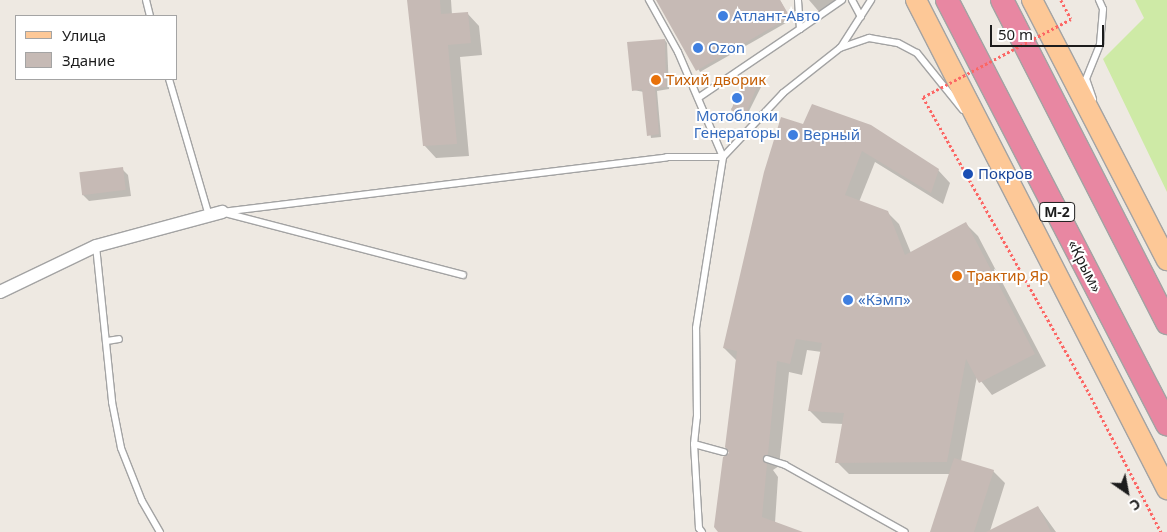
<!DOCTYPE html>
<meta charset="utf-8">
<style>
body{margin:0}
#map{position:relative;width:1167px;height:532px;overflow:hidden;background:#eee9e2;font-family:"Noto Sans",sans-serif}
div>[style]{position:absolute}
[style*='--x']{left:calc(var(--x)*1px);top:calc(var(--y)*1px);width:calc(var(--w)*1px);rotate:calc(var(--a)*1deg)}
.grass>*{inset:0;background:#ceeaa6}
.shadow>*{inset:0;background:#0003}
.building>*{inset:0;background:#c6bab5;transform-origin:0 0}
.path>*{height:2.5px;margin-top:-1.25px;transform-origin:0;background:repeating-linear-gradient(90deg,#fc6664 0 2.5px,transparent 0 5px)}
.roads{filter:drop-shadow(1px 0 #a3a3a3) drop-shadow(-1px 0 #a3a3a3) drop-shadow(0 1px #a3a3a3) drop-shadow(0 -1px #a3a3a3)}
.service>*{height:6px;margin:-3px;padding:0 3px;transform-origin:3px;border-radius:3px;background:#fff}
.minor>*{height:12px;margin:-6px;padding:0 6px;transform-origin:6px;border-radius:6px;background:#fff}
.primary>*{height:20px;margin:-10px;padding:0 10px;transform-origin:10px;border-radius:10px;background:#fdc897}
.motorway>*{height:22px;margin:-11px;padding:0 11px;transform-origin:11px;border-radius:11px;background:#e887a2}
.path-bridge>*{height:2.5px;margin-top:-1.25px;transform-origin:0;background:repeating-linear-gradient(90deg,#fc6664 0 2.5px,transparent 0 5px)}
.dots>*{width:14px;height:14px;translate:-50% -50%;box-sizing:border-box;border:2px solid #fff;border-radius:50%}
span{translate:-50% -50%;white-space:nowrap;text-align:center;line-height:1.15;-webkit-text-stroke:4px #fff;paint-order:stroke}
.shield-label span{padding:1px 4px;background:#fff;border:1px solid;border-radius:4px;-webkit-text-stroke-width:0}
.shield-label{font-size:14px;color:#1c1c1c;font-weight:700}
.shop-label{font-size:15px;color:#366cbe}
.left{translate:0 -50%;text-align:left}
.food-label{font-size:15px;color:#c56008}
.transit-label{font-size:15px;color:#164399}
.street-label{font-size:15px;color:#1c1c1c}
.legend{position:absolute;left:15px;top:15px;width:162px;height:65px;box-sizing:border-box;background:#fff;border:1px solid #a4a4a4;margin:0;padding:6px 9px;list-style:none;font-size:15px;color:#1c1c1c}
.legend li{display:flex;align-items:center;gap:10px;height:25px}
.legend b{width:25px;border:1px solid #a4a4a4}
.north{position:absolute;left:1102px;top:467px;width:50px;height:50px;-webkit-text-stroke:4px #fff;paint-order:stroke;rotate:147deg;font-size:14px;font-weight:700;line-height:20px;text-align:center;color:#1c1c1c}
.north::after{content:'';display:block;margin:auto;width:18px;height:22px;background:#1c1c1c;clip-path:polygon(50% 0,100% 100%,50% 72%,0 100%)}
.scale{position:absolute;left:990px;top:25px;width:114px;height:22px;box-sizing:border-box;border:2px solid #1c1c1c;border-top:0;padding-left:6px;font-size:15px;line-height:18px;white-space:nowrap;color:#1c1c1c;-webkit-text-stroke:4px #fff;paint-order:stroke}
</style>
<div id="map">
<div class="grass">
<i style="clip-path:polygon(1135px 0,1167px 0,1167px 192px,1103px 59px,1144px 18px)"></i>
</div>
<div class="shadow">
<i style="clip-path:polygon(408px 0,451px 0,452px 15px,467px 13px,479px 26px,482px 55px,460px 57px,469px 156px,436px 158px,424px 145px)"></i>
<i style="clip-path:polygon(658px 0,780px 0,791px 20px,700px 72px)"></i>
<i style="clip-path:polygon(809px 0,847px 0,821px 14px)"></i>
<i style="clip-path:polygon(665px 40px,667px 43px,669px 89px,657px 91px,661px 137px,651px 138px,644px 92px,633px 90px)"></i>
<i style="clip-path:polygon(758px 84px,761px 87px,746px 117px,734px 111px,731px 109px)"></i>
<i style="clip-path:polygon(782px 119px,938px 170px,950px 183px,943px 204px,875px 162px,859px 202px,887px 212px,899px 224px,911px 253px,966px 224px,978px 236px,1046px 366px,992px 395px,977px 376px,961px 461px,993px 471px,1005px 483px,990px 531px,1038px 507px,1056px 532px,931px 532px,950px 474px,849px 474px,837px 462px,843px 424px,822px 423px,810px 411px,822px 352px,807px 350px,802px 375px,789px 372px,779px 466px,773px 470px,778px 477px,775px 523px,795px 532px,720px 532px,731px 453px,736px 360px,724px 348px)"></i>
<i style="clip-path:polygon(122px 169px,128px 175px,131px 196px,89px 201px,83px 195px)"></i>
</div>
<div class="building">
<i style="clip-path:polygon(407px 0,440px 0,441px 14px,468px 12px,471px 43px,448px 45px,457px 144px,423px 146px)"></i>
<i style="clip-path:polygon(656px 0,780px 0,790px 17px,696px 71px)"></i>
<i style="clip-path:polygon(665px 39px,666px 87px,655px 88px,659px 134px,647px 136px,642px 89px,632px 91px,627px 42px)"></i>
<i style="left:745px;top:77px;width:15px;height:36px;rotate:23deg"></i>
<i style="clip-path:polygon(812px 104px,871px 125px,939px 169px,931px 193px,862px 151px,845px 195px,888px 211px,905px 255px,966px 222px,1035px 354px,979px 383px,966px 359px,947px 462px,835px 463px,844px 413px,808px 411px,822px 343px,796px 339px,790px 364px,777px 361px,768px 454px,762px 458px,767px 464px,762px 517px,803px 532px,718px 532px,714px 527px,723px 457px,729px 453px,725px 447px,737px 351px,723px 348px,764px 172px,781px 117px,803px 124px)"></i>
<i style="left:123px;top:167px;width:23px;height:44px;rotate:83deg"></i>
<i style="clip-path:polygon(954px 458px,994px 470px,974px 532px,930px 532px)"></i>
<i style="clip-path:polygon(1038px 506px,1051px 532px,986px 532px)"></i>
</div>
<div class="path">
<i style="--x:1061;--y:0;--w:21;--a:62"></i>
<i style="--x:923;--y:97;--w:339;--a:60.7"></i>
<i style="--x:1089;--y:393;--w:157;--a:62.6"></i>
</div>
<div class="roads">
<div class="service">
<i style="--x:146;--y:0;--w:16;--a:76"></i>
<i style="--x:852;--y:0;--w:19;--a:62"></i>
<i style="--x:800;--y:29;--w:51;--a:-34.6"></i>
<i style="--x:841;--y:47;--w:56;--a:-57.4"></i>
<i style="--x:169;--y:79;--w:143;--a:73.7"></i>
<i style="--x:698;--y:98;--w:123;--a:-34.1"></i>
<i style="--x:800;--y:29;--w:29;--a:-94"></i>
<i style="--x:1093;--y:99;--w:21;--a:-109"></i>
<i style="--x:1086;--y:79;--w:38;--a:-68"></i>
<i style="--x:1100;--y:44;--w:35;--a:-85"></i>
<i style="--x:1103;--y:9;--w:10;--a:-114"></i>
<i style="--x:222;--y:212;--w:448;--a:-7"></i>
<i style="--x:667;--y:157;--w:56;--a:0"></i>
<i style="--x:723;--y:157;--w:114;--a:-113.2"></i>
<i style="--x:678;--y:52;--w:60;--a:-119.1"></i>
<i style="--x:225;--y:213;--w:246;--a:14.6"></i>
<i style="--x:96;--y:246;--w:157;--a:84.1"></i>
<i style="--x:112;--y:402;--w:47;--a:78.9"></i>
<i style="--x:121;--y:448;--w:57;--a:68.4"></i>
<i style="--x:142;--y:501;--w:36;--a:60"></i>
<i style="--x:107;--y:341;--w:12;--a:-9"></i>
<i style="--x:694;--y:444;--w:31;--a:15"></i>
<i style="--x:767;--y:459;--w:19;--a:18"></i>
<i style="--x:785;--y:465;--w:137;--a:29.2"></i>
<i style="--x:702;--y:532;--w:5;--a:-127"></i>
<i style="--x:699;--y:528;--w:84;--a:-93.4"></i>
<i style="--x:694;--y:444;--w:27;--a:-84"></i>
<i style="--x:697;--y:417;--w:89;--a:-90.6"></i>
<i style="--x:696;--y:328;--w:173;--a:-81"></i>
<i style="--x:723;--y:157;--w:88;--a:-46.8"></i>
<i style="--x:783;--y:93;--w:73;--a:-38.3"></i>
<i style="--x:840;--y:48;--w:31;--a:-19"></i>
<i style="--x:869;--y:38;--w:29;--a:10"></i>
<i style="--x:898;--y:43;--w:21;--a:28"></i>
<i style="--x:917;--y:53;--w:73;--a:51.1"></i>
</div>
<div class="minor">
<i style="--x:0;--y:292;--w:106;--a:-25.6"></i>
<i style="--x:96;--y:246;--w:131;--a:-15.1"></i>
</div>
<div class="primary">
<i style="--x:916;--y:0;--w:550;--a:62.83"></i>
<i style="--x:1032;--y:0;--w:293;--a:62.6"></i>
</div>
<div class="motorway">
<i style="--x:947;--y:0;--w:478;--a:62.6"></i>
<i style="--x:1002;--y:0;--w:363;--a:62.9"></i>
</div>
</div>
<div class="path-bridge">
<i style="--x:923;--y:97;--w:167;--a:-27.8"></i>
</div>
<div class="dots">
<i style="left:723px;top:16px;background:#3f7fe0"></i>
<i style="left:698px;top:48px;background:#3f7fe0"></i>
<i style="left:656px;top:80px;background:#e8710a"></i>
<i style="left:737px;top:98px;background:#3f7fe0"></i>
<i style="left:793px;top:135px;background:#3f7fe0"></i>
<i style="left:968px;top:174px;background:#1a4fb4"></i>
<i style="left:957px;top:276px;background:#e8710a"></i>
<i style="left:848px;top:300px;background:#3f7fe0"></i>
</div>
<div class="shield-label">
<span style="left:1057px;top:212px">М-2</span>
</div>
<div class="shop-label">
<span class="left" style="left:733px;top:16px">Атлант-Авто</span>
<span class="left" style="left:708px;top:48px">Ozon</span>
<span style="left:737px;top:124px">Мотоблоки<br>Генераторы</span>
<span class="left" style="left:803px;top:135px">Верный</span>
<span class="left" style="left:858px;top:300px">«Кэмп»</span>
</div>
<div class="food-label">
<span class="left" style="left:666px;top:80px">Тихий дворик</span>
<span class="left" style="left:967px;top:276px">Трактир Яр</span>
</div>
<div class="transit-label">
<span class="left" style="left:978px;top:174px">Покров</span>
</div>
<div class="street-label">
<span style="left:1085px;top:266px;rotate:63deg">«Крым»</span>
</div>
<ul class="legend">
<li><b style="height:6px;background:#fdc897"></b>Улица</li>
<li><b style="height:14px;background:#c6bab5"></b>Здание</li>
</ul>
<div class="north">С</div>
<div class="scale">50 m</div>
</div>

-*-

TASK TO COMPLETE –
Only the lines from the beginning of the listing through the line with "0 #a3a3a3) drop-shadow(-1px", both ends included, are to be repeated exactly; pictures stay out.

COMPLETED TASK –
<!DOCTYPE html>
<meta charset="utf-8">
<style>
body{margin:0}
#map{position:relative;width:1167px;height:532px;overflow:hidden;background:#eee9e2;font-family:"Noto Sans",sans-serif}
div>[style]{position:absolute}
[style*='--x']{left:calc(var(--x)*1px);top:calc(var(--y)*1px);width:calc(var(--w)*1px);rotate:calc(var(--a)*1deg)}
.grass>*{inset:0;background:#ceeaa6}
.shadow>*{inset:0;background:#0003}
.building>*{inset:0;background:#c6bab5;transform-origin:0 0}
.path>*{height:2.5px;margin-top:-1.25px;transform-origin:0;background:repeating-linear-gradient(90deg,#fc6664 0 2.5px,transparent 0 5px)}
.roads{filter:drop-shadow(1px 0 #a3a3a3) drop-shadow(-1px 0 #a3a3a3) drop-shadow(0 1px #a3a3a3) drop-shadow(0 -1px #a3a3a3)}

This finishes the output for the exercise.